Entries shown:
□ □ □ □
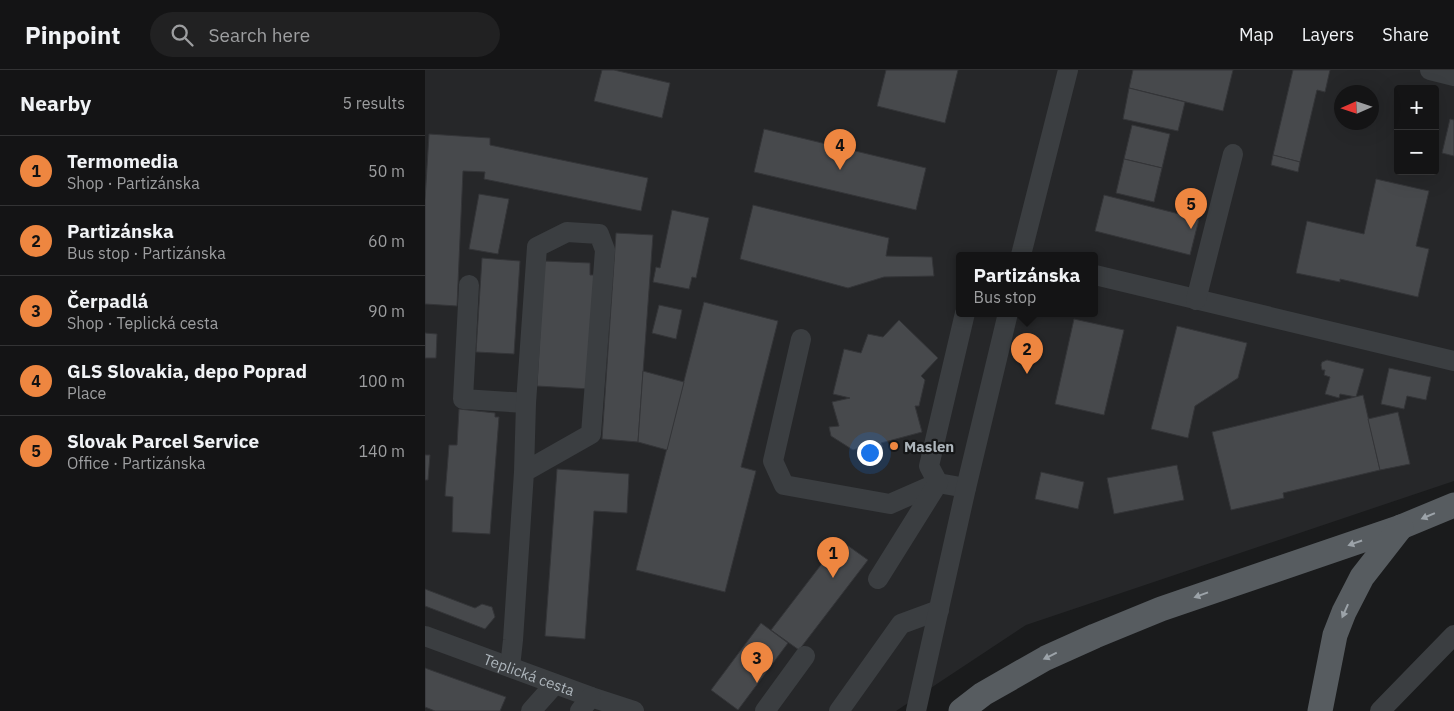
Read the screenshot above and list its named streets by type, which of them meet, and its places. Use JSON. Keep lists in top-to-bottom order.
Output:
{
  "streets": {
    "street": ["Teplická cesta"]
  },
  "places": ["Maslen"],
  "north": "left",
  "page": {
    "header": "Pinpoint",
    "search": "Search here",
    "nav": ["Map", "Layers", "Share"],
    "heading": ["Nearby", "5 results"],
    "map_buttons": ["+", "−"],
    "pins": [
      "4",
      "5",
      "2",
      "1",
      "3"
    ],
    "list": [
      {
        "mark": "1",
        "name": "Termomedia",
        "note": "Shop · Partizánska",
        "value": "50 m"
      },
      {
        "mark": "2",
        "name": "Partizánska",
        "note": "Bus stop · Partizánska",
        "value": "60 m"
      },
      {
        "mark": "3",
        "name": "Čerpadlá",
        "note": "Shop · Teplická cesta",
        "value": "90 m"
      },
      {
        "mark": "4",
        "name": "GLS Slovakia, depo Poprad",
        "note": "Place",
        "value": "100 m"
      },
      {
        "mark": "5",
        "name": "Slovak Parcel Service",
        "note": "Office · Partizánska",
        "value": "140 m"
      }
    ],
    "popup": ["Partizánska", "Bus stop"]
  }
}
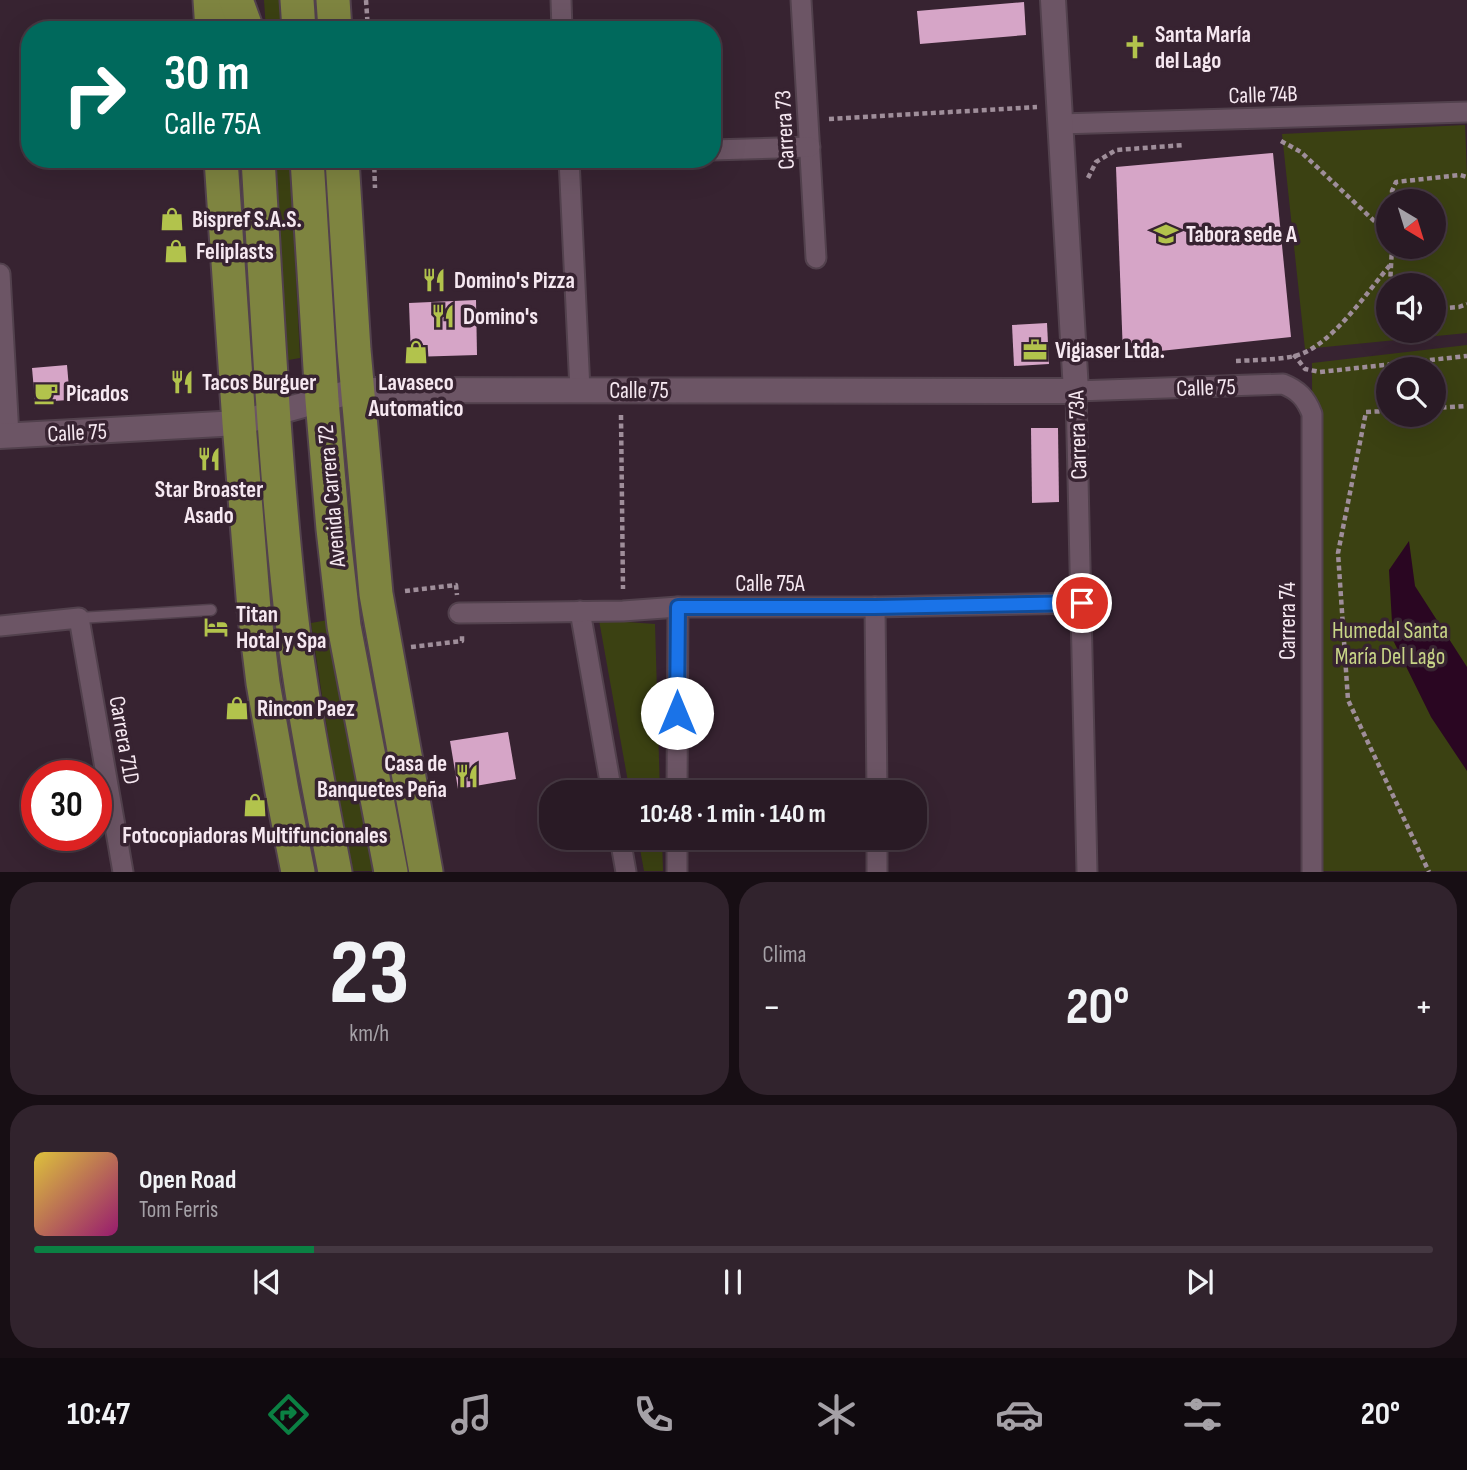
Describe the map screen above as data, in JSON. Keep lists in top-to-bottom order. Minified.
{"streets":{"highway":["Avenida Carrera 72"],"street":["Calle 74B","Carrera 73","Calle 75","Carrera 73A","Calle 75A","Carrera 74","Carrera 71D"]},"crossings":[["Calle 74B","Carrera 73A"],["Calle 75","Carrera 73A"],["Calle 75","Avenida Carrera 72"],["Calle 75","Carrera 74"],["Carrera 73A","Calle 75A"]],"parks":["Humedal Santa María Del Lago"],"places":{"church":["Santa María del Lago"],"shop":["Bispref S.A.S.","Feliplasts","Lavaseco Automatico","Rincon Paez","Fotocopiadoras Multifuncionales"],"school or university":["Tabora sede A"],"restaurant":["Domino's Pizza","Domino's","Tacos Burguer","Star Broaster Asado","Casa de Banquetes Peña"],"office":["Vigiaser Ltda."],"cafe":["Picados"],"hotel":["Titan Hotal y Spa"]},"north":"bottom right","page":{"turn":["30 m","Calle 75A"],"limit":"30","trip":"10:48 · 1 min · 140 m","tile":[["23","km/h"],"Clima"],"heat":["−","20°","+"],"song":["Open Road","Tom Ferris"],"tabs":["10:47","20°"]}}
□ □ □ □
Assigned task:
How many lines in the entries include "value"? Only the number is wanted.

Result:
5